» Work to be completed: Return all records exactly. Nothing may be added.

----

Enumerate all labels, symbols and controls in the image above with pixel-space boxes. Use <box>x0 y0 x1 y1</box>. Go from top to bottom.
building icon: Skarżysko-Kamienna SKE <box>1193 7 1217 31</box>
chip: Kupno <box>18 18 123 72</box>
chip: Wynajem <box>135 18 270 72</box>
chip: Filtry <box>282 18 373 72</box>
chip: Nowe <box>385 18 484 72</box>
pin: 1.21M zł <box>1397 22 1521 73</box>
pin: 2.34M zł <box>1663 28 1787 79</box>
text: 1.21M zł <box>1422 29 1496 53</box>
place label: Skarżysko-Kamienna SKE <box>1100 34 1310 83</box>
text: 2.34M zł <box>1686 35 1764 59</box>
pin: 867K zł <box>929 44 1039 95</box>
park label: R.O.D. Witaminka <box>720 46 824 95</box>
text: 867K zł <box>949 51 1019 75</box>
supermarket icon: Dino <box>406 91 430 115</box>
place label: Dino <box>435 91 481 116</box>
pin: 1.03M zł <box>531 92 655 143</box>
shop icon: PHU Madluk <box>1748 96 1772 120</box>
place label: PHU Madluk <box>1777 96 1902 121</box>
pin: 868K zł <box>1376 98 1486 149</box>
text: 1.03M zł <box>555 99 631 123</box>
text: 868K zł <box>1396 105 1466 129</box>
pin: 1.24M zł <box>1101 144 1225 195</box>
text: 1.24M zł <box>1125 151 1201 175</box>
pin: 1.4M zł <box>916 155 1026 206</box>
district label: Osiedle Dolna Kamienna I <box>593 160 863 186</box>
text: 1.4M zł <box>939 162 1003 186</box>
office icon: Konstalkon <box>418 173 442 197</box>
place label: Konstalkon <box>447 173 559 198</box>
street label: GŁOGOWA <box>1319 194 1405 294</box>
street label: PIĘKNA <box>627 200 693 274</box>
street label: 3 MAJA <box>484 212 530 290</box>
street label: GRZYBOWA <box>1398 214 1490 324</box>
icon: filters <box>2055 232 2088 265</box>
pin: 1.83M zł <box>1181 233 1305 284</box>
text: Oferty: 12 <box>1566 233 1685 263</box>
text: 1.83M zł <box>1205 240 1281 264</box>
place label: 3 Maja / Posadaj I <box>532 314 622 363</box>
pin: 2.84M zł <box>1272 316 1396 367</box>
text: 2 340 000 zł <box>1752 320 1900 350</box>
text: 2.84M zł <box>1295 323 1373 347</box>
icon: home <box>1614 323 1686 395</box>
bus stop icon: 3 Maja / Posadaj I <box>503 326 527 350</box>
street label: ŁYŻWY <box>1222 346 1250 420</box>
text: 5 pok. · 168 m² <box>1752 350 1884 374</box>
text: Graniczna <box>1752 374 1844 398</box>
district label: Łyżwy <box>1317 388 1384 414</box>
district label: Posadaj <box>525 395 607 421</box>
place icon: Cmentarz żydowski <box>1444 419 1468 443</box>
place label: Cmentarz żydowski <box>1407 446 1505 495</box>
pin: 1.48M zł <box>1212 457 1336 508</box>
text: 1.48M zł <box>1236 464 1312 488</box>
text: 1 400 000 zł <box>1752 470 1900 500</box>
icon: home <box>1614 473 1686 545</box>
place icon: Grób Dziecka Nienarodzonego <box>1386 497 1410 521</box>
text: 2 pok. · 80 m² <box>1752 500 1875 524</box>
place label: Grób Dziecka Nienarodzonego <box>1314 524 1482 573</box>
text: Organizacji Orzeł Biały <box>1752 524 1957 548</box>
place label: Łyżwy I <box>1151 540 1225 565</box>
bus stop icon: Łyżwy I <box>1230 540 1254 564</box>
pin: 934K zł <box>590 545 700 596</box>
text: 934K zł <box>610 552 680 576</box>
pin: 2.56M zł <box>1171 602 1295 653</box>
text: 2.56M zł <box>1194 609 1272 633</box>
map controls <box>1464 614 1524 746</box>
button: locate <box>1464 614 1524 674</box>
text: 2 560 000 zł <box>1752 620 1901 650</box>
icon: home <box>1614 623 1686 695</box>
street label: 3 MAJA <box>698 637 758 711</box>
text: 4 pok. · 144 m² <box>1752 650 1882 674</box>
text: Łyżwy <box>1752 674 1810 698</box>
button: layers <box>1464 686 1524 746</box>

----

» Reply to the task:
Enumerate all labels, symbols and controls in the image above with pixel-space boxes. Use <box>x0 y0 x1 y1</box>. Go from top to bottom.
building icon: Skarżysko-Kamienna SKE <box>1193 7 1217 31</box>
chip: Kupno <box>18 18 123 72</box>
chip: Wynajem <box>135 18 270 72</box>
chip: Filtry <box>282 18 373 72</box>
chip: Nowe <box>385 18 484 72</box>
pin: 1.21M zł <box>1397 22 1521 73</box>
pin: 2.34M zł <box>1663 28 1787 79</box>
text: 1.21M zł <box>1422 29 1496 53</box>
place label: Skarżysko-Kamienna SKE <box>1100 34 1310 83</box>
text: 2.34M zł <box>1686 35 1764 59</box>
pin: 867K zł <box>929 44 1039 95</box>
park label: R.O.D. Witaminka <box>720 46 824 95</box>
text: 867K zł <box>949 51 1019 75</box>
supermarket icon: Dino <box>406 91 430 115</box>
place label: Dino <box>435 91 481 116</box>
pin: 1.03M zł <box>531 92 655 143</box>
shop icon: PHU Madluk <box>1748 96 1772 120</box>
place label: PHU Madluk <box>1777 96 1902 121</box>
pin: 868K zł <box>1376 98 1486 149</box>
text: 1.03M zł <box>555 99 631 123</box>
text: 868K zł <box>1396 105 1466 129</box>
pin: 1.24M zł <box>1101 144 1225 195</box>
text: 1.24M zł <box>1125 151 1201 175</box>
pin: 1.4M zł <box>916 155 1026 206</box>
district label: Osiedle Dolna Kamienna I <box>593 160 863 186</box>
text: 1.4M zł <box>939 162 1003 186</box>
office icon: Konstalkon <box>418 173 442 197</box>
place label: Konstalkon <box>447 173 559 198</box>
street label: GŁOGOWA <box>1319 194 1405 294</box>
street label: PIĘKNA <box>627 200 693 274</box>
street label: 3 MAJA <box>484 212 530 290</box>
street label: GRZYBOWA <box>1398 214 1490 324</box>
icon: filters <box>2055 232 2088 265</box>
pin: 1.83M zł <box>1181 233 1305 284</box>
text: Oferty: 12 <box>1566 233 1685 263</box>
text: 1.83M zł <box>1205 240 1281 264</box>
place label: 3 Maja / Posadaj I <box>532 314 622 363</box>
pin: 2.84M zł <box>1272 316 1396 367</box>
text: 2 340 000 zł <box>1752 320 1900 350</box>
text: 2.84M zł <box>1295 323 1373 347</box>
icon: home <box>1614 323 1686 395</box>
bus stop icon: 3 Maja / Posadaj I <box>503 326 527 350</box>
street label: ŁYŻWY <box>1222 346 1250 420</box>
text: 5 pok. · 168 m² <box>1752 350 1884 374</box>
text: Graniczna <box>1752 374 1844 398</box>
district label: Łyżwy <box>1317 388 1384 414</box>
district label: Posadaj <box>525 395 607 421</box>
place icon: Cmentarz żydowski <box>1444 419 1468 443</box>
place label: Cmentarz żydowski <box>1407 446 1505 495</box>
pin: 1.48M zł <box>1212 457 1336 508</box>
text: 1.48M zł <box>1236 464 1312 488</box>
text: 1 400 000 zł <box>1752 470 1900 500</box>
icon: home <box>1614 473 1686 545</box>
place icon: Grób Dziecka Nienarodzonego <box>1386 497 1410 521</box>
text: 2 pok. · 80 m² <box>1752 500 1875 524</box>
place label: Grób Dziecka Nienarodzonego <box>1314 524 1482 573</box>
text: Organizacji Orzeł Biały <box>1752 524 1957 548</box>
place label: Łyżwy I <box>1151 540 1225 565</box>
bus stop icon: Łyżwy I <box>1230 540 1254 564</box>
pin: 934K zł <box>590 545 700 596</box>
text: 934K zł <box>610 552 680 576</box>
pin: 2.56M zł <box>1171 602 1295 653</box>
text: 2.56M zł <box>1194 609 1272 633</box>
map controls <box>1464 614 1524 746</box>
button: locate <box>1464 614 1524 674</box>
text: 2 560 000 zł <box>1752 620 1901 650</box>
icon: home <box>1614 623 1686 695</box>
street label: 3 MAJA <box>698 637 758 711</box>
text: 4 pok. · 144 m² <box>1752 650 1882 674</box>
text: Łyżwy <box>1752 674 1810 698</box>
button: layers <box>1464 686 1524 746</box>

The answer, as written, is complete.